Da qui gli estremi per la sospensione da parte del Tar cui si sono aggiunte le richieste delle associazioni sindacali che hanno presentato istanza di ricorso per l’annullamento ” previa sospensione dell’efficacia, della suddetta Ordinanza, nella parte in cui è prevista questa estensione in riferimento a tutte le categorie merceologiche”.

Una decisione, quella della Regione Lombardia, come hanno affermato Fit Cisl, Filt Cgil e Uilt: “nettamente in contrasto con i decreti del Governo e della presidenza del Consiglio con i quali si limitano una serie di attività produttive per contrastare la diffusione del Covid-19”. Il lockdown tiene a casa un gran numero di persone e questo ha determinato il raddoppio delle vendite on line e, di conseguenza, il raddoppio di lavoro nei magazzini con una frenetica attività che impedisce il rispetto delle distanze per ridurre il rischio del contagio”.

La Regione Lombardia chiede un ripensamento

Il TAR Lombardia – Sezione prima – con proprio decreto n.634/2020 pubblicato in data 23/04/2020, ha accolto l’istanza di ricorso, sospendendo provvisoriamente, in attesa delle valutazioni di merito, l’Ordinanza di Regione Lombardia n.528/2020 limitatamente alla parte in cui consente la consegna a domicilio da parte degli operatori commerciali al dettaglio anche per le categorie merceologiche non comprese nell’allegato 1 del D.P.C.M. del 10 aprile 2020.

A seguito di tale decisione, la Regione Lombardia ha appena chiesto al Tar di tornare sui suoi passi, perché “continua a ritenere utile e necessario consentire la consegna a domicilio per dare la possibilità ai cittadini di superare alcune delle difficolta’ emerse in questo periodo di restrizioni”.

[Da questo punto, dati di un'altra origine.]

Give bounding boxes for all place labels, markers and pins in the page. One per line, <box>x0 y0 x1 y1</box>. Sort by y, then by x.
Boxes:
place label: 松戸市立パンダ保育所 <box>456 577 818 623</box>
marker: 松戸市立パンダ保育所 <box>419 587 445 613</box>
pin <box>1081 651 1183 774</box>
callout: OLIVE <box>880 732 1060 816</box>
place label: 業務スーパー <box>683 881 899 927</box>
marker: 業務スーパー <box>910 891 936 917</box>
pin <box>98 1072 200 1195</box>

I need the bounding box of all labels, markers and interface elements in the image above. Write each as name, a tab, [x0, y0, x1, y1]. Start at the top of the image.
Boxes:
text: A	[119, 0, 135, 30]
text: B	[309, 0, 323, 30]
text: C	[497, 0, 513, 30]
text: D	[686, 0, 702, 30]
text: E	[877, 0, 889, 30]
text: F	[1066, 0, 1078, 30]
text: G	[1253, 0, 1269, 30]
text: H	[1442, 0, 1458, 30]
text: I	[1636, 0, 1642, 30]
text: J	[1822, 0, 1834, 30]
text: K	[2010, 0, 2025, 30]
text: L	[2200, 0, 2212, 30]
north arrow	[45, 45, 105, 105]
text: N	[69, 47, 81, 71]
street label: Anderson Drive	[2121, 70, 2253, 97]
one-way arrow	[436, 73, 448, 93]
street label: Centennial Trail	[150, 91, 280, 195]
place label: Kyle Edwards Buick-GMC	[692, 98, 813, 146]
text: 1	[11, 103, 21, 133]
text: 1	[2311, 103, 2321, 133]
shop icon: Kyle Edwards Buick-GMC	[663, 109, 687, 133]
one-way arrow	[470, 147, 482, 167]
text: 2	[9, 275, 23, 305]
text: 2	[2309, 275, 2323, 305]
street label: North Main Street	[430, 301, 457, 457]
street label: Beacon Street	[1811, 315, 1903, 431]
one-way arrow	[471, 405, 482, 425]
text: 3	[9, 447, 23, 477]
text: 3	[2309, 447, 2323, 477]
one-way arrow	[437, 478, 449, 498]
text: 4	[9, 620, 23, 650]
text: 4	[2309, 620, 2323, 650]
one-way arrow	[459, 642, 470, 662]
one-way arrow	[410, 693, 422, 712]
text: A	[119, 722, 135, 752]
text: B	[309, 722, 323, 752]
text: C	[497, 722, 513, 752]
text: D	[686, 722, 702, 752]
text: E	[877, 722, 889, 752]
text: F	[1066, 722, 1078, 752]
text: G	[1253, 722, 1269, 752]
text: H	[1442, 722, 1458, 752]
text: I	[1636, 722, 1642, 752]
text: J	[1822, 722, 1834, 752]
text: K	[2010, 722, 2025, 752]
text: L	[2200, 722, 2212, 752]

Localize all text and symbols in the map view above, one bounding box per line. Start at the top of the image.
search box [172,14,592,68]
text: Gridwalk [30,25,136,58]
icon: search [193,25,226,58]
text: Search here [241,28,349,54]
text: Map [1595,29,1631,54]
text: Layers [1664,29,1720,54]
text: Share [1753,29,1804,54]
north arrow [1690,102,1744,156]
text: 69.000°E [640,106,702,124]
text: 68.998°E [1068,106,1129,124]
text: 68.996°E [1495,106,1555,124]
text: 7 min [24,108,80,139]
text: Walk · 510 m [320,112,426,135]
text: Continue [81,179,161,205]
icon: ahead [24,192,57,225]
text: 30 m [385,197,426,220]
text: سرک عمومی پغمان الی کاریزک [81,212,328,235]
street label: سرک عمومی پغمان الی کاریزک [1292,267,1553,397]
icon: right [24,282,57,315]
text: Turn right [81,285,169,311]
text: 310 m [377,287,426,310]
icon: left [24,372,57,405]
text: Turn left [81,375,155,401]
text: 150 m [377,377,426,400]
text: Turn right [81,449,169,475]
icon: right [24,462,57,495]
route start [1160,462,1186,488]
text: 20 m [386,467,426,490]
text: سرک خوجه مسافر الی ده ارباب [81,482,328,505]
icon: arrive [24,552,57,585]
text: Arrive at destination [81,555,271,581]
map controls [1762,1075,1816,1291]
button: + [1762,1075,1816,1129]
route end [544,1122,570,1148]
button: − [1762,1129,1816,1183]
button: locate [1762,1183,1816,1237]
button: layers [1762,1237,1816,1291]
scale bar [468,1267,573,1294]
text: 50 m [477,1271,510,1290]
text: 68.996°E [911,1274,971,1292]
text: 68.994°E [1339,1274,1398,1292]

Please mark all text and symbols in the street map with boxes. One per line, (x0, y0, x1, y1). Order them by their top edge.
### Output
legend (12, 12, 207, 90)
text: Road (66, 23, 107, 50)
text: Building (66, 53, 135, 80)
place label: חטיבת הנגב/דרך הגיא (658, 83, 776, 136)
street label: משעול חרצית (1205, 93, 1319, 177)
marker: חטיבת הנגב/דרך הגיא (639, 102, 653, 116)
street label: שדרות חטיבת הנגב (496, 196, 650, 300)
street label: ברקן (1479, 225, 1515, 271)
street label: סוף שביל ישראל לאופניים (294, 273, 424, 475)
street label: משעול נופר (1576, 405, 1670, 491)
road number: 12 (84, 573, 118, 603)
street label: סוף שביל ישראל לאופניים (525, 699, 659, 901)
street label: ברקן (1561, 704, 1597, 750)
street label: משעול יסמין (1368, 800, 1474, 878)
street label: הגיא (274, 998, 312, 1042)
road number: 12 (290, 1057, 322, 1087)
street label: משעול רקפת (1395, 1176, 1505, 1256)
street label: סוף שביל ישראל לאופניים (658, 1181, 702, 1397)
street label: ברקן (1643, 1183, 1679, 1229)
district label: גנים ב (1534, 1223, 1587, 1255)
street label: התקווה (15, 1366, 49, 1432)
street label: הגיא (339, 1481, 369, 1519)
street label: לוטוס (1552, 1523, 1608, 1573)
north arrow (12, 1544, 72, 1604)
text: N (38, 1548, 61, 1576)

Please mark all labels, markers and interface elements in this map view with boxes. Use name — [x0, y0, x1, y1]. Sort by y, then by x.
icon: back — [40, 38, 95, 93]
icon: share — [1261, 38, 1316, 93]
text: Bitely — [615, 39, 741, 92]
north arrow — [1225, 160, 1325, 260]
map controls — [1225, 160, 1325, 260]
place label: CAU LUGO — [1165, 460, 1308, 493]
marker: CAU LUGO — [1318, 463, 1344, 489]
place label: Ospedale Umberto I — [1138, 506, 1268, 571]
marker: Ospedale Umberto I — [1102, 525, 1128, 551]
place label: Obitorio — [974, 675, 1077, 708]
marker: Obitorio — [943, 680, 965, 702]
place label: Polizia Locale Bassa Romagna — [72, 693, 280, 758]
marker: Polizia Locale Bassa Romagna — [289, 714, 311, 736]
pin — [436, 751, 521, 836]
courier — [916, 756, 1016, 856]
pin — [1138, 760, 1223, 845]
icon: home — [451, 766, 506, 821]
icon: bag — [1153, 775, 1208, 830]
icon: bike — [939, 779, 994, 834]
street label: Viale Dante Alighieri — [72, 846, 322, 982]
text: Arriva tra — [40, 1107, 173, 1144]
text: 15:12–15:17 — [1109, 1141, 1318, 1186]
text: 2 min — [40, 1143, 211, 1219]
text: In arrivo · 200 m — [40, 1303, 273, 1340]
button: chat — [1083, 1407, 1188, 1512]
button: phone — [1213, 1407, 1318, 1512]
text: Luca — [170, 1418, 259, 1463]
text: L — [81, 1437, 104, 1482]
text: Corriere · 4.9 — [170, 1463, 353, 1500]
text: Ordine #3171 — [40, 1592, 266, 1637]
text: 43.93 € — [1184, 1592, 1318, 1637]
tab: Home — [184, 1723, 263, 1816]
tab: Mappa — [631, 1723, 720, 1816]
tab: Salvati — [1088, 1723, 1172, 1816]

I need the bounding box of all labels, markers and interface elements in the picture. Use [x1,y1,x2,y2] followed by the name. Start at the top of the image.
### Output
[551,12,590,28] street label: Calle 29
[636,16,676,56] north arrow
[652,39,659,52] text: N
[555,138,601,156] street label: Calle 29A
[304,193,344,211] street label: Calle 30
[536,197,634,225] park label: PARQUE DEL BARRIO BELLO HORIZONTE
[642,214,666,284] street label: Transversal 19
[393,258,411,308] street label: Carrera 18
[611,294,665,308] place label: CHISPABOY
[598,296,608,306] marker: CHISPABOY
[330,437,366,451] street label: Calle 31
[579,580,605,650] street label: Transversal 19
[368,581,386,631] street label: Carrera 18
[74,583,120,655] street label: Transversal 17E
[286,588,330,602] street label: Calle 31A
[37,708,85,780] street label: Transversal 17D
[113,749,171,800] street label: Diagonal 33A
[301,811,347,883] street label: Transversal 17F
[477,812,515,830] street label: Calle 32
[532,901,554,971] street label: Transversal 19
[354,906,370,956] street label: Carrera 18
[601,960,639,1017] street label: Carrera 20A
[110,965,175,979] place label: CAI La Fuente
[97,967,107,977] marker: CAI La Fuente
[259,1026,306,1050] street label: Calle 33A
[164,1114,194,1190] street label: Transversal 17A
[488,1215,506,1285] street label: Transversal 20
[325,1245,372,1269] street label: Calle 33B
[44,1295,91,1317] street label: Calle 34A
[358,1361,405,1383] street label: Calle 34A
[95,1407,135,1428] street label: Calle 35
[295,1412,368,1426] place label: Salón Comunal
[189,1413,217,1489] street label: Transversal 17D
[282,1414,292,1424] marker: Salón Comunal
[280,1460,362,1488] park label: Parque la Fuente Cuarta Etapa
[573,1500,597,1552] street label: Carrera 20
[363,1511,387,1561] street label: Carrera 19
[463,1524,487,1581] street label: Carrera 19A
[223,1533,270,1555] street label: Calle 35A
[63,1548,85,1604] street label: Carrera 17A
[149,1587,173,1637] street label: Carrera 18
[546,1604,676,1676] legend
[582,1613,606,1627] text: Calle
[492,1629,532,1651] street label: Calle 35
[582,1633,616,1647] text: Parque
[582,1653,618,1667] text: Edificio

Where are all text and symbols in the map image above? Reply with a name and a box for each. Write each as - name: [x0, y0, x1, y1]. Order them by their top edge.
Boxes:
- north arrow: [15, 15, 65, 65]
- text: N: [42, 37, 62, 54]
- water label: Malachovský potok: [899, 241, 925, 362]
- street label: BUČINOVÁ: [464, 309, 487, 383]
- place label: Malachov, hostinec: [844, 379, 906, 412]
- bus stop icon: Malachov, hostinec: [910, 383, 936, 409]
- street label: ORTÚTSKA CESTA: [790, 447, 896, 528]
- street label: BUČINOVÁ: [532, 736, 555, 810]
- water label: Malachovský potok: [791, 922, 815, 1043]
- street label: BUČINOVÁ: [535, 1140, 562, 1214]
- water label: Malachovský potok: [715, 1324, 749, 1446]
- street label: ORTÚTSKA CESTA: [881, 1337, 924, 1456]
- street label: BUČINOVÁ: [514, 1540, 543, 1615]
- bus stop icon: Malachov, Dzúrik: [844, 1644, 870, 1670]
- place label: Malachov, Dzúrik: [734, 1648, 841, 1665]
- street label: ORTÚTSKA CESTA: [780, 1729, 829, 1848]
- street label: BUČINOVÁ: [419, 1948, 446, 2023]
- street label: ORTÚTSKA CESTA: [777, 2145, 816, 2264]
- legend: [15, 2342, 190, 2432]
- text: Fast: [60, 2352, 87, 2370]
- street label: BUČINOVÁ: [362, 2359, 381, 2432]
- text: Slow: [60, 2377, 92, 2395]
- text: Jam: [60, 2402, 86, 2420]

Contemporaneamente la Regione ha anche annunciato “la presentazione di istanza di revoca del decreto del presidente del Tar con il quale è stata disposta la sospensione parziale dell’ordinanza n.528 del 11 aprile 2020 di Regione Lombardia nella parte in cui consente la consegna a domicilio da parte degli operatori commerciali al dettaglio”.